PA’s banner read ‘house the homeless before migrants’. This is a false equivalence and an example of mistaken division. The reason there is a homelessness problem in Scotland is because the government prioritises other interests. During the Covid pandemic, for example, Scottish councils, given the mandate and funding, had the means to end the vast majority of homelessness. Instead of directing their anger towards the government, PA direct it towards asylum seekers who are demonised by the state and media establishment.
In a move that might anger many supporters of independence, PA were seen to be waving the saltire at the demo. They are attempting to co-opt the Scottish flag from an independence movement which is overwhelmingly based on an inclusive sense of civic nationalism and opposition to Westminster’s austerity. PA, by contrast, have appropriated the flag to promote ethnonationalism which is explicitly imperialist, colonialist and regressive. As opposed to seeing independence as a way to rid Scotland of the racist imperialism of Westminster, they want independence as a means to exclude anyone from Scotland who isn’t ‘pure’ white and Scottish.

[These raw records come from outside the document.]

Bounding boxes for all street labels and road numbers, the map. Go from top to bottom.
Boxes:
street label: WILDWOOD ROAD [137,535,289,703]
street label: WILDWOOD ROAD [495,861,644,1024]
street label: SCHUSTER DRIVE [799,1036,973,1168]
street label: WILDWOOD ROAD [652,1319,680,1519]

The rise of fascism must, of course, be addressed by all who are part of the Scottish Left. Across the environmental movement, it is a growing concern. Not only are fascists already increasingly trying to use environmental issues as an excuse to militarise borders and control populations, but the disastrous planetary future we face offers the potential seeds for an escalation of this trend. The world saw the rise of the far-right in Europe in response to the migrant crisis emerging between 2015-2018. Scotland, like other countries, will receive far more migrants as a result of the rapidly escalating ecological collapse than it did as a result of the conflicts in places such as Syria and Libya. If allowed to grow, fascism leads inexorably to racist violence and genocide. As has long been noted, it doesn’t begin with death camps, but ends there – having begun in places like Erskine with mobs of nazi thugs pretending to represent the needs of the poor. Fascism is an existential threat of the gravest kind to all that is good and progressive. All of us on the left must organise to resist it through a multi-pronged offensive rooted in anti-capitalist politics. Nae Pasaran!
Emma Òr is an antifascist activist based in Edinburgh.